Blogger janegodzilla said...

Men, especially young men, are massive consumers of pop culture and entertainment, spend as much if not more money than women on movies and video games (perhaps even music), and yet for the most part they are roundly ignored.

Um, not to be dismissive here, but I think the vast majority of pop culture is aimed at men...including books. The only things that aren't explicitly aimed at men are those items with the dismissive "chick" in the label. The reason there are no specific lines aimed at men is because men are the default in advertising. Heck, they canceled Firefly because FOX executives didn't like that the show drew more women viewers than men...and that was a show meant for guys! I really don't think more male-oriented lines is what we need.
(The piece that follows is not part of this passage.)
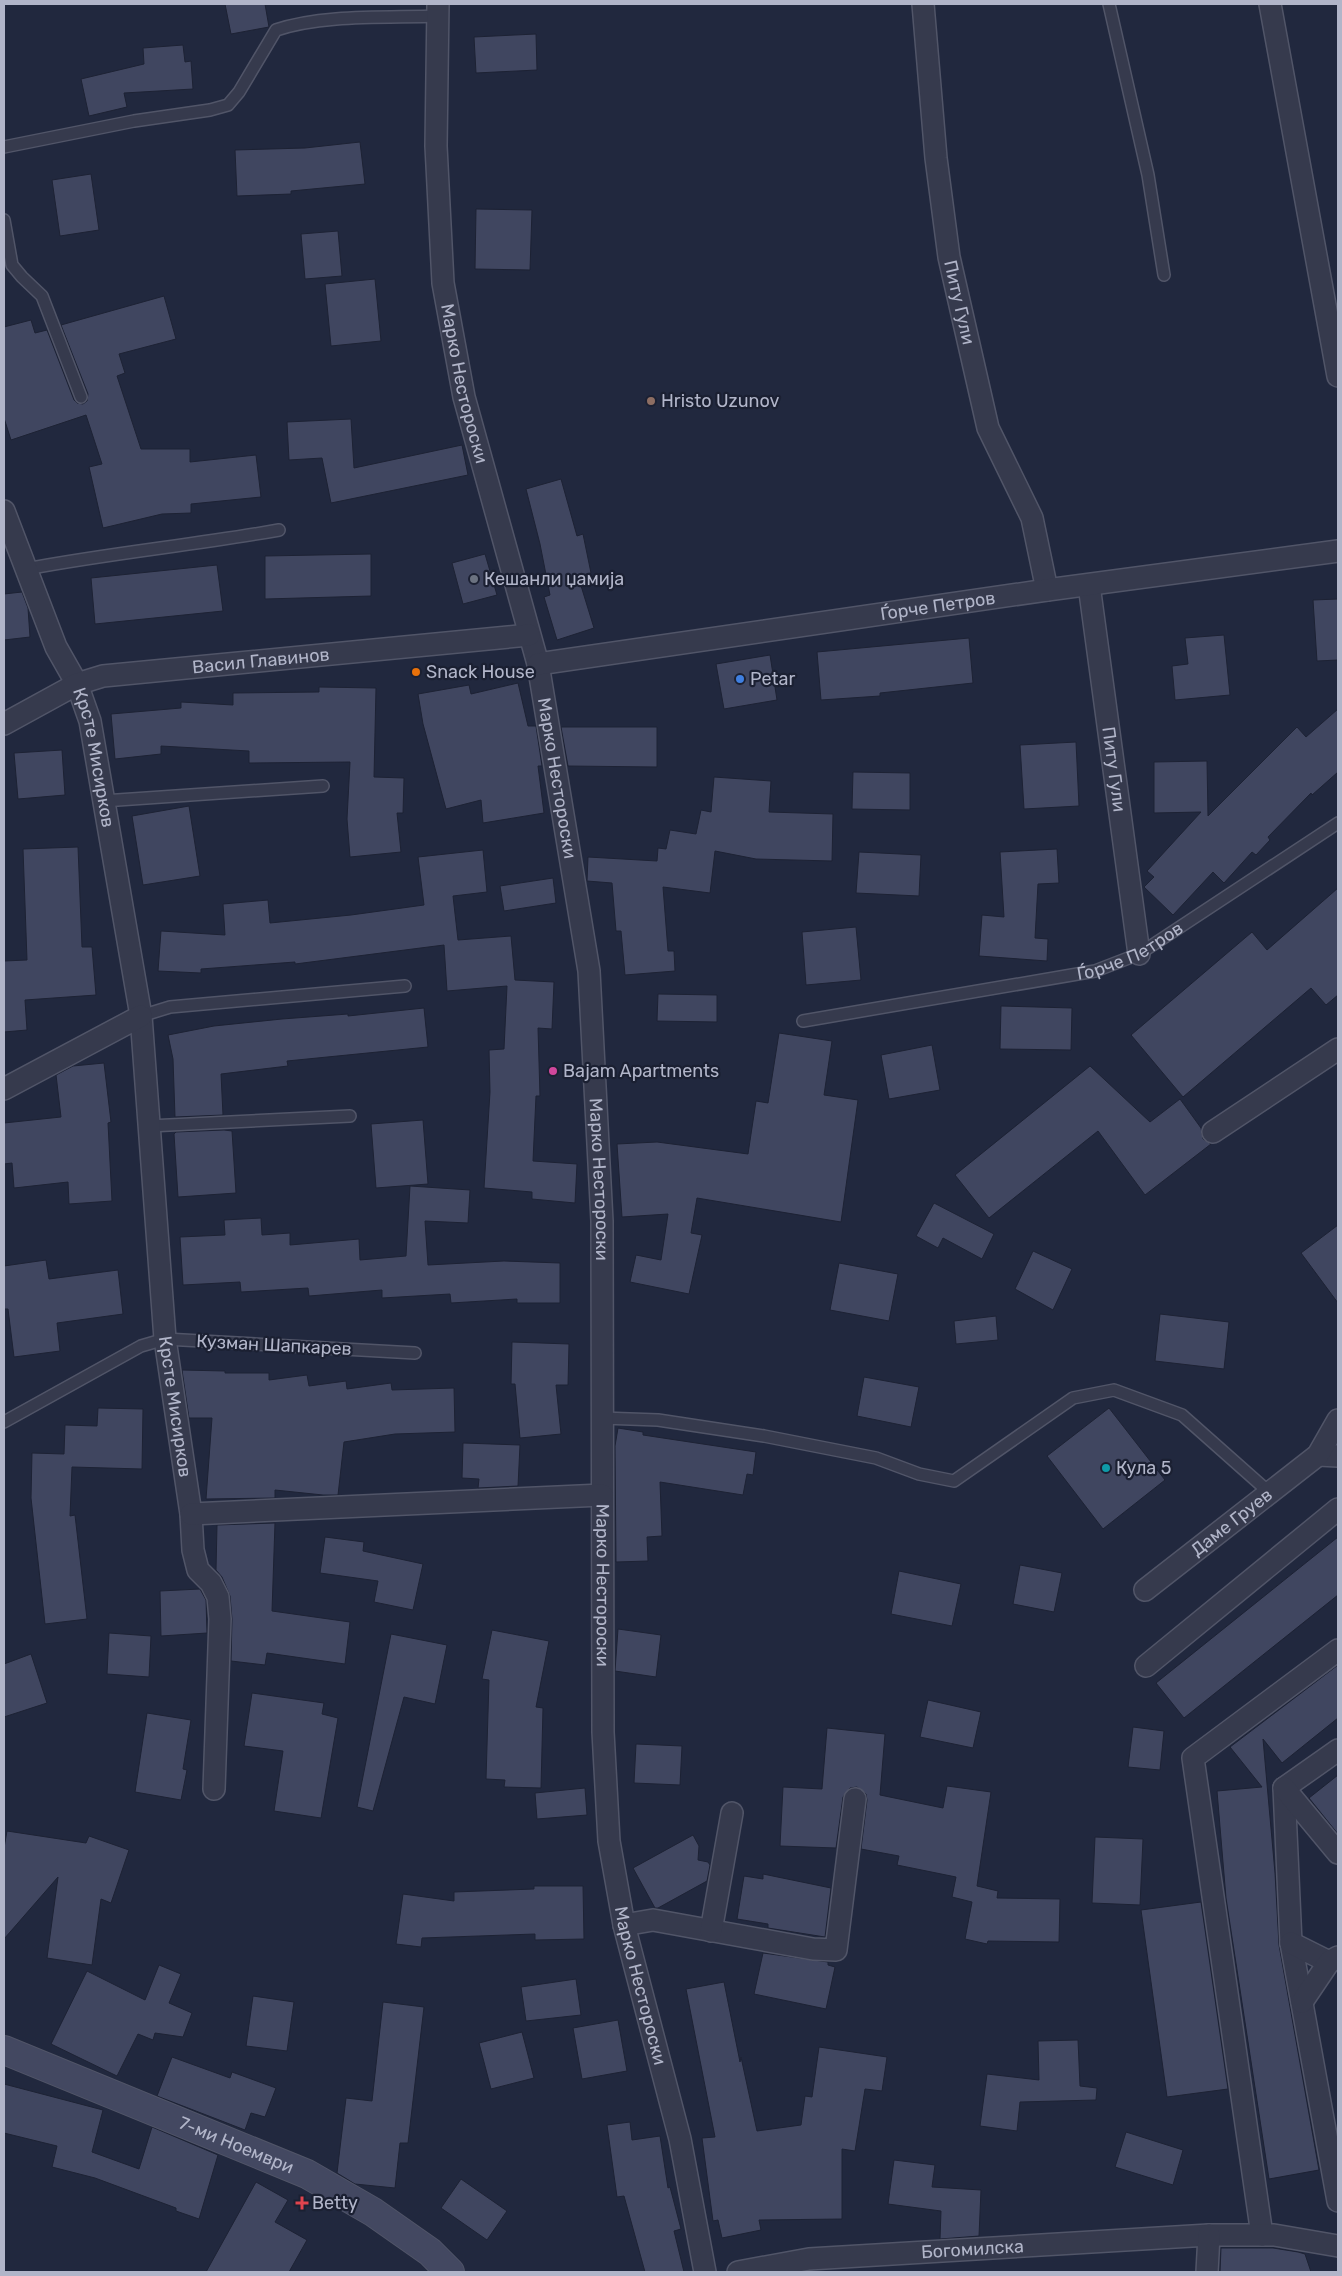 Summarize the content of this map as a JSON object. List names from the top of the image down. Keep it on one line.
{"streets":{"street":["Питу Гули","Марко Нестороски","Ѓорче Петров","Васил Главинов","Крсте Мисирков","Даме Груев","7-ми Ноември","Богомилска"],"lane":["Кузман Шапкарев"]},"crossings":[["Питу Гули","Ѓорче Петров"],["Марко Нестороски","Ѓорче Петров"],["Марко Нестороски","Васил Главинов"],["Васил Главинов","Крсте Мисирков"],["Крсте Мисирков","Кузман Шапкарев"]],"places":{"other":["Hristo Uzunov","Кешанли џамија","Snack House","Petar","Bajam Apartments","Кула 5"],"health":["Betty"]}} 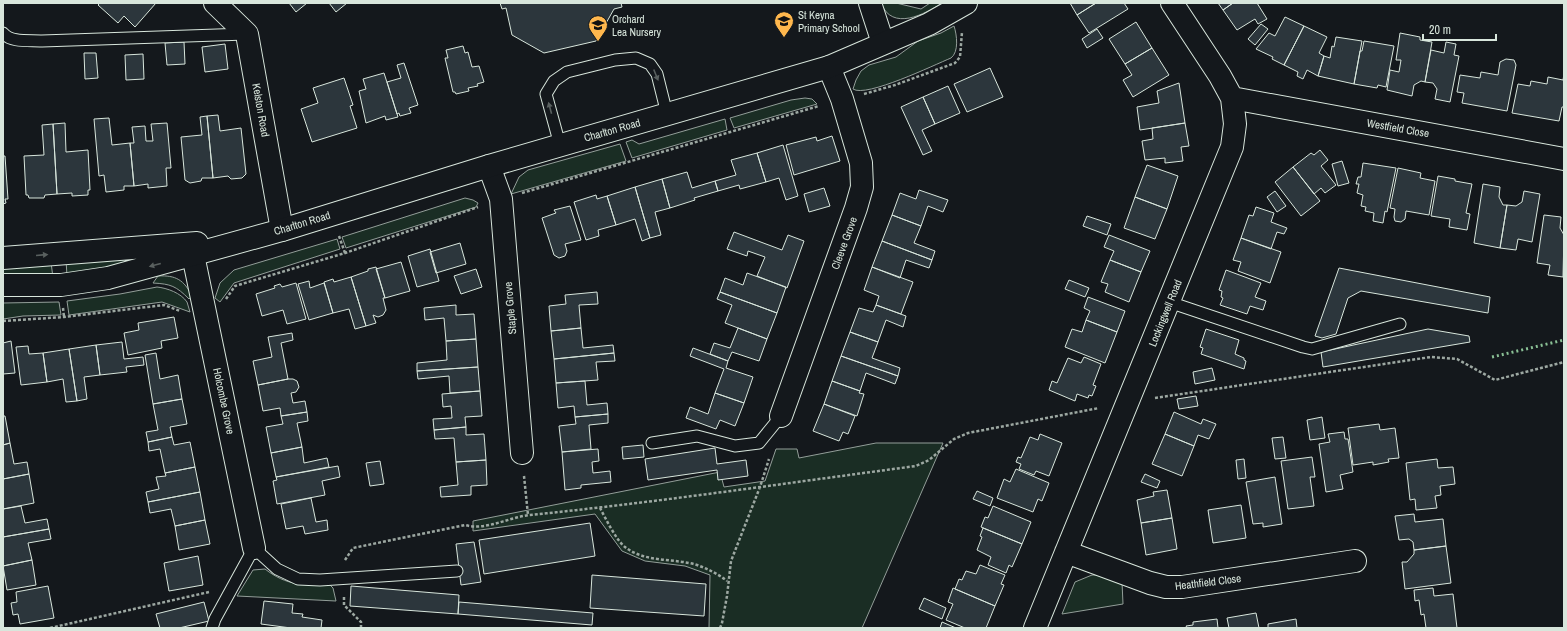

How about stuff that appeals to both men and women, without insulting the consumer by making assumptions about what it is they enjoy?

12:44 PM  
Blogger Jason Pinter said...

I agree most pop culture in general might be aimed at men--specifically movies and video games--but it's well known that part of the reason that television ratings are down is because men have been abandoning the medium due to lack of shows that appeal to them and other mdeiums--specifically video games--taking up more time. I never watched Firefly (I keep meaning to) so I can't speak much to it.

I agree that the vast majority of pop culture can appeal to men and women (I enjoy a lot of books that are classified as "women's literature"), but in publishing especially men tend to be alienated due to the false theory that men don't read. In the article In linked to, check out the cover of Jonathan Tropper's book. I agree, most guys wouldn't be caught dead reading that on a subway. So yes a lot of pop culture can be enjoyed by both sexes, but too often books that can be enjoyed be all are marketed towards one gender at the expense of the other under the false prophecy that they wouldn't read it anyway.

That said, it's silly to assume that both genders enjoy everything equally. There are books written specifically for all kinds of women, yet very few specifically for men (at least that get published). There are no major imprints dedicated towards men, yet several towards women. I think there absolutely should be books geared towards certain genders, but it just seems far too lopsided considering the gender lines in every other form of pop culture.

12:55 PM  
Blogger Daniel Bell said...

Do you think the focus on the market for women has anything to do with the number of women in publishing? Every tiny college in the English speaking world has started an MFA program in creative writing, and many are busting at the seams with women. Trouble is, the world needs only so much sensitive, belly-button staring, self-indulgent poetry and novels written by folks with all the tools and no non-school miles on them. So they end up with jobs slogging through slush piles, rejecting everything the MFA factories have trained them not to like--much of which, I'm guessing, would appeal to young men.

1:19 PM  
Blogger Stuart Neville said...

Good post, and an excellent article you linked to. I blogged about this very thing more than a year ago here. I'm going to my nearest big book store this afternoon, and I know the vast majority of the prime shelf space will be taken up by pastel shades and cutesy pictures of stilletoes and handbags, leaving me to dig through the crime section for anything I'd be interested in.